Retype the lines from the first one in the records down to the line containing "position:absolute; width:15px; height:15px;", counting both, and leave out any pictures.

(Stored items)
========================

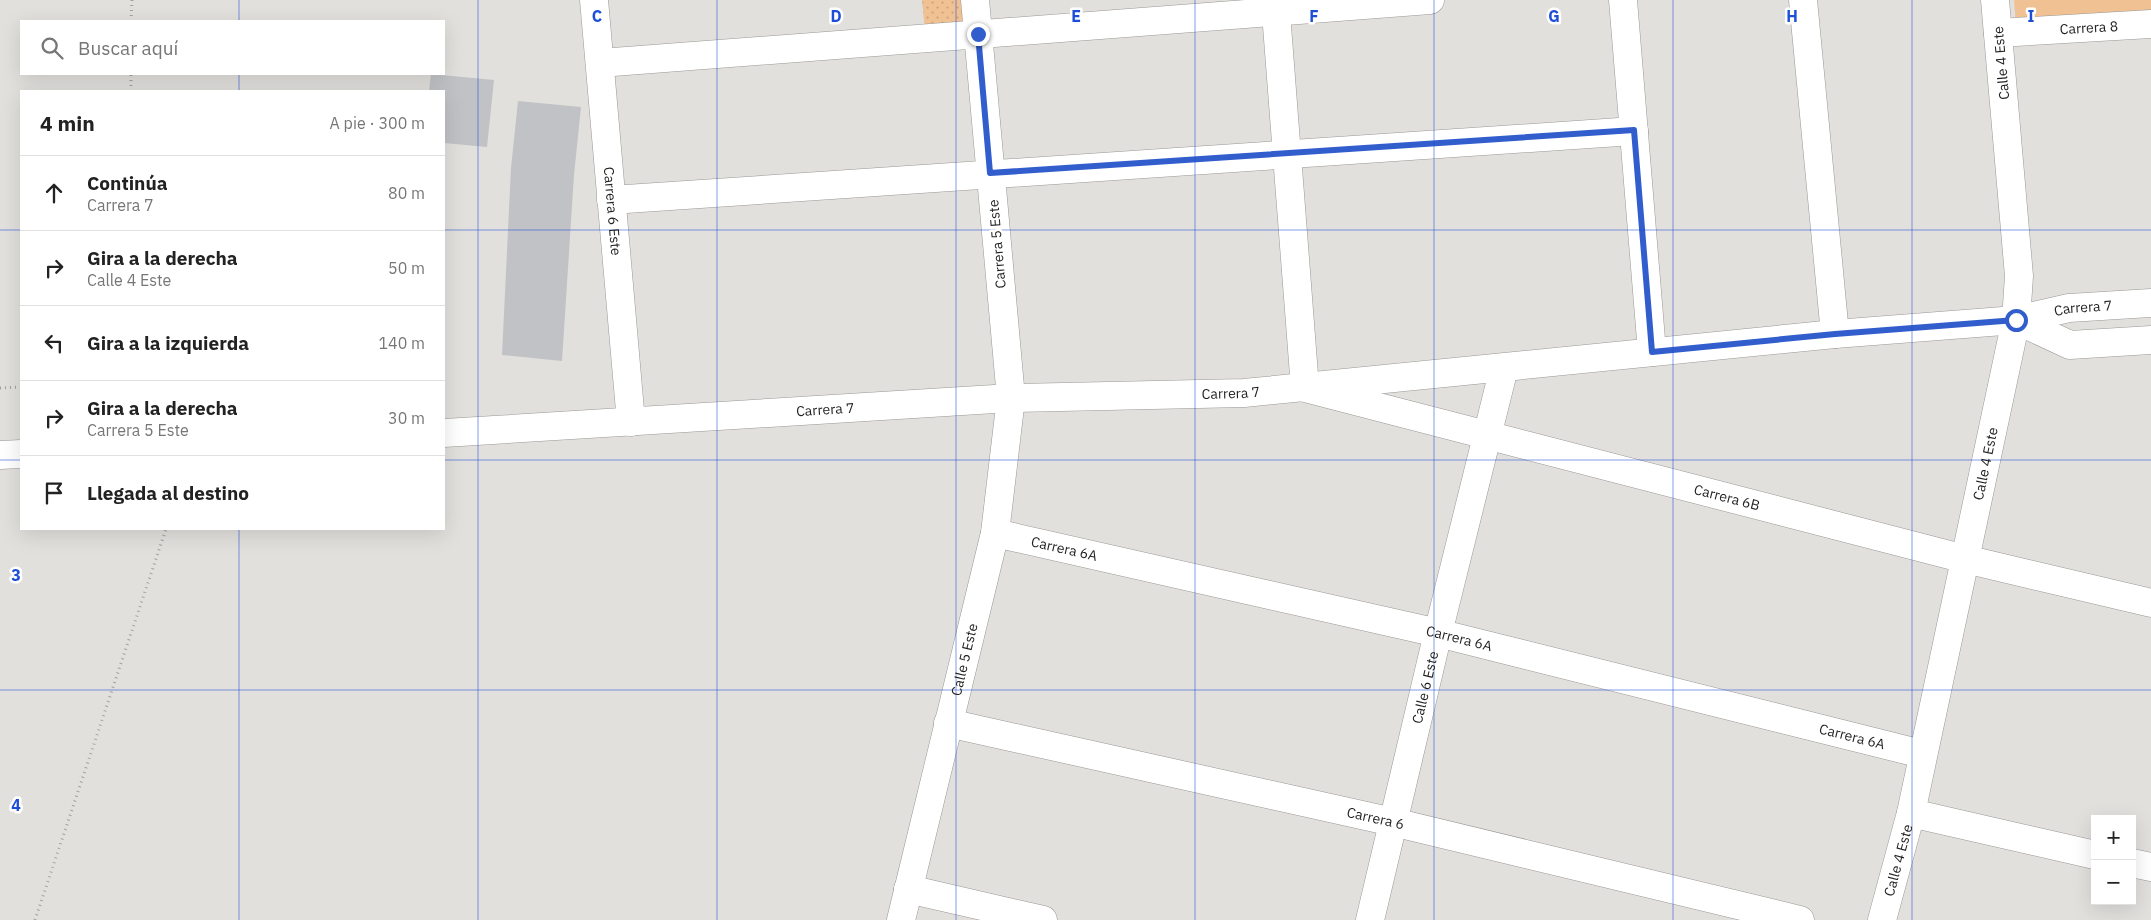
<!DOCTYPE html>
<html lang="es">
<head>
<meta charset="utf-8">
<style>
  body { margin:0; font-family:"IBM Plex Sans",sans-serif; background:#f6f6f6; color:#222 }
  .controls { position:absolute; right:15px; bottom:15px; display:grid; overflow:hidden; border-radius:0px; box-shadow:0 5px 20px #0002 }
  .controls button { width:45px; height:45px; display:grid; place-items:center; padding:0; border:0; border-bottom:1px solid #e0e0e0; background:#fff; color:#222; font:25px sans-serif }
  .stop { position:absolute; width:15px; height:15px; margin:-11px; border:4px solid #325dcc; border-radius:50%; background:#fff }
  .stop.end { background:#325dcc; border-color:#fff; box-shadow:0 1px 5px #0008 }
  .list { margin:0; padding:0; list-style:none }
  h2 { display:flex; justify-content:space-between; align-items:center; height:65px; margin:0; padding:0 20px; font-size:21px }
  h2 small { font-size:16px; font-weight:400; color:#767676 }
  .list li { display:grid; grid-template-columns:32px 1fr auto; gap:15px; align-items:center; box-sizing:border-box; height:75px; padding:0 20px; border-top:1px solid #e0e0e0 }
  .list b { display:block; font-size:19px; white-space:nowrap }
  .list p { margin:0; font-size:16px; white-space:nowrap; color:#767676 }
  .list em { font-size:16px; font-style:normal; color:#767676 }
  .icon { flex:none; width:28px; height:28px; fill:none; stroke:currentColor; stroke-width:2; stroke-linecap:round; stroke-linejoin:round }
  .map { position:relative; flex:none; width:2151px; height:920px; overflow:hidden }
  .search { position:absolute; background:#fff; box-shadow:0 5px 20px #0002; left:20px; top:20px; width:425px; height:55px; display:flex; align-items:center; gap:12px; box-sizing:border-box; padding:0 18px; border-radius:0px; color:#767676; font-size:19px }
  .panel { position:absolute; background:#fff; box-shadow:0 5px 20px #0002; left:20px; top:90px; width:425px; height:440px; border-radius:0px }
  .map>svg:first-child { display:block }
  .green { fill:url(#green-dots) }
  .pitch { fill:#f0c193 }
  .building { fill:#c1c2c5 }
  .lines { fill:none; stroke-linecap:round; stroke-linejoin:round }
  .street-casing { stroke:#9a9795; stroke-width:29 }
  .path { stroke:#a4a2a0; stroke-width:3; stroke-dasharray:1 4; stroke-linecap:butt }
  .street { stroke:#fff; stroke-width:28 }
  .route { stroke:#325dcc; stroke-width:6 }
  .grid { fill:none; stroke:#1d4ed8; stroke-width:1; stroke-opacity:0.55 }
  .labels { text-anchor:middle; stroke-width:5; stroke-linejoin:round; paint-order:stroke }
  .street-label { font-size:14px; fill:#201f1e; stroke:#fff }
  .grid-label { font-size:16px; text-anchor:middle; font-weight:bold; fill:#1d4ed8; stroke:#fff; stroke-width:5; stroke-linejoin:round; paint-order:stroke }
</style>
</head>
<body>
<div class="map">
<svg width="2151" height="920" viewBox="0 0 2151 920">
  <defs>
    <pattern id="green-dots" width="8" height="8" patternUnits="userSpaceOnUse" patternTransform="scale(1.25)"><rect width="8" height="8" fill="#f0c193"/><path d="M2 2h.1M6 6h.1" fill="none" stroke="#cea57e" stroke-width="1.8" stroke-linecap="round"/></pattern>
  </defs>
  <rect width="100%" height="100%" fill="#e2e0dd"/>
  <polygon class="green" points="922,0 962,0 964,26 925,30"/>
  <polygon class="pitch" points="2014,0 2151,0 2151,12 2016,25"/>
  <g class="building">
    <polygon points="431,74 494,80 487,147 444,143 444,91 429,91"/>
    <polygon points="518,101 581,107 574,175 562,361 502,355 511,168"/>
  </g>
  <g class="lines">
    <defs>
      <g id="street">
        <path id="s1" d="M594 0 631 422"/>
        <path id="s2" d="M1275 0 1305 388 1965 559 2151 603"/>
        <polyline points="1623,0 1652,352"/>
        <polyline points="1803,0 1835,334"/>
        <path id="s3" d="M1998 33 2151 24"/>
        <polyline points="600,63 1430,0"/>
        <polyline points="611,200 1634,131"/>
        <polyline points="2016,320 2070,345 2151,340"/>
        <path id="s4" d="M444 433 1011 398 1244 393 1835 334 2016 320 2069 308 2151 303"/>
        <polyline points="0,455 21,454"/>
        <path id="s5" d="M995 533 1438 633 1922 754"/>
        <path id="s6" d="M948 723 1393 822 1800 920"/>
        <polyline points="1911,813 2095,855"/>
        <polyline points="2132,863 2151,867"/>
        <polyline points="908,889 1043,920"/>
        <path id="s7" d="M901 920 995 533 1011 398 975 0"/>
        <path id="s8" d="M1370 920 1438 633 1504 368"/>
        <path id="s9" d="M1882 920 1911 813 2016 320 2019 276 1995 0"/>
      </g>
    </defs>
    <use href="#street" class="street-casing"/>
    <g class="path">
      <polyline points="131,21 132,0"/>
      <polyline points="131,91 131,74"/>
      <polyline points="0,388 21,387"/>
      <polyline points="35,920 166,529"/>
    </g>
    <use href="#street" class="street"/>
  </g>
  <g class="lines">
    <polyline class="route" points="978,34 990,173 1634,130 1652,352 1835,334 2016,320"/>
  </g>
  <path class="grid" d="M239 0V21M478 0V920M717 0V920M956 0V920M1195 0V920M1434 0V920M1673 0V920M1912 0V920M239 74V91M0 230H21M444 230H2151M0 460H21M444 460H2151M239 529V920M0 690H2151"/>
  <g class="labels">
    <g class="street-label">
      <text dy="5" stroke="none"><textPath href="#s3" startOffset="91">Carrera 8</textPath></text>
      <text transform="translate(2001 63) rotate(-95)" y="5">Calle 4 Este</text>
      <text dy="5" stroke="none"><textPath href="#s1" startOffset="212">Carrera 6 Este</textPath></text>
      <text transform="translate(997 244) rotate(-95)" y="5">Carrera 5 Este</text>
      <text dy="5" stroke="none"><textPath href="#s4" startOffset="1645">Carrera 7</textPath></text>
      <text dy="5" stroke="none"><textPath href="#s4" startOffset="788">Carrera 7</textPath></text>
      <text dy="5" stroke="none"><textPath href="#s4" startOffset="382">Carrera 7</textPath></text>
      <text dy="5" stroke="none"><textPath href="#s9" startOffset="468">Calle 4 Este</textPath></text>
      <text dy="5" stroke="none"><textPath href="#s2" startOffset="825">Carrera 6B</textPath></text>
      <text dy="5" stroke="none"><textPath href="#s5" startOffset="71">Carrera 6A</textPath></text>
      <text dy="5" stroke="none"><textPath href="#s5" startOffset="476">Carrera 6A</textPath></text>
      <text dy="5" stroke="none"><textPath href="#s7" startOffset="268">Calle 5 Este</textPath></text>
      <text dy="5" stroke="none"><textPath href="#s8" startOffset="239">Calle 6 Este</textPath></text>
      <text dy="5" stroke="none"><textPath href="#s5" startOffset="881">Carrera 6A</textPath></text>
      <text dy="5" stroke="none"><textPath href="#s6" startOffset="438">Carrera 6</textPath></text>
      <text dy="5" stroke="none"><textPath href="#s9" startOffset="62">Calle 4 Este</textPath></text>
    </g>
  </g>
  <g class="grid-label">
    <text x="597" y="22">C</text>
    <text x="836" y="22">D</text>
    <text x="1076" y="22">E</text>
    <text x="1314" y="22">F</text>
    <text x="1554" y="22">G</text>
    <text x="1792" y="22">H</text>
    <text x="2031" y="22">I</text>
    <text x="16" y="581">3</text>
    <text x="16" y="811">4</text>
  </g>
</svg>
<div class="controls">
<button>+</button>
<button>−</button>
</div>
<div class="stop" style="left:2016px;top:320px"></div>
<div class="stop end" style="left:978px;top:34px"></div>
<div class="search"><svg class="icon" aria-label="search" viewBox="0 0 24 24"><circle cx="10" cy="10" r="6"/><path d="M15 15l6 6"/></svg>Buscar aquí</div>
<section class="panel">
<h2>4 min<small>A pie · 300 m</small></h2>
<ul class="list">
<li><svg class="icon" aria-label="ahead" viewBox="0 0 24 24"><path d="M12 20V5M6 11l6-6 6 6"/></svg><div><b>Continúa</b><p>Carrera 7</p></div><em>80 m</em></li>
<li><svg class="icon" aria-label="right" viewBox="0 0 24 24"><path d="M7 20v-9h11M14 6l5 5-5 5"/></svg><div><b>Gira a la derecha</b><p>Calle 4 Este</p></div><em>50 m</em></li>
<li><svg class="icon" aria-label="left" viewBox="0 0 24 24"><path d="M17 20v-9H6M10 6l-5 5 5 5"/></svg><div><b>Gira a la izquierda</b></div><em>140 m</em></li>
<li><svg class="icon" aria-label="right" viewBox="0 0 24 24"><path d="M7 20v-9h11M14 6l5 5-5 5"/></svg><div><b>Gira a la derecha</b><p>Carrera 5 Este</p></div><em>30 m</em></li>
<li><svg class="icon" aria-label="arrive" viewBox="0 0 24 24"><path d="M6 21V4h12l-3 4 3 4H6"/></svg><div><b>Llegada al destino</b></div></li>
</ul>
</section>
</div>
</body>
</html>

========================

- Solution for this problem:
<!DOCTYPE html>
<html lang="es">
<head>
<meta charset="utf-8">
<style>
  body { margin:0; font-family:"IBM Plex Sans",sans-serif; background:#f6f6f6; color:#222 }
  .controls { position:absolute; right:15px; bottom:15px; display:grid; overflow:hidden; border-radius:0px; box-shadow:0 5px 20px #0002 }
  .controls button { width:45px; height:45px; display:grid; place-items:center; padding:0; border:0; border-bottom:1px solid #e0e0e0; background:#fff; color:#222; font:25px sans-serif }
  .stop { position:absolute; width:15px; height:15px; margin:-11px; border:4px solid #325dcc; border-radius:50%; background:#fff }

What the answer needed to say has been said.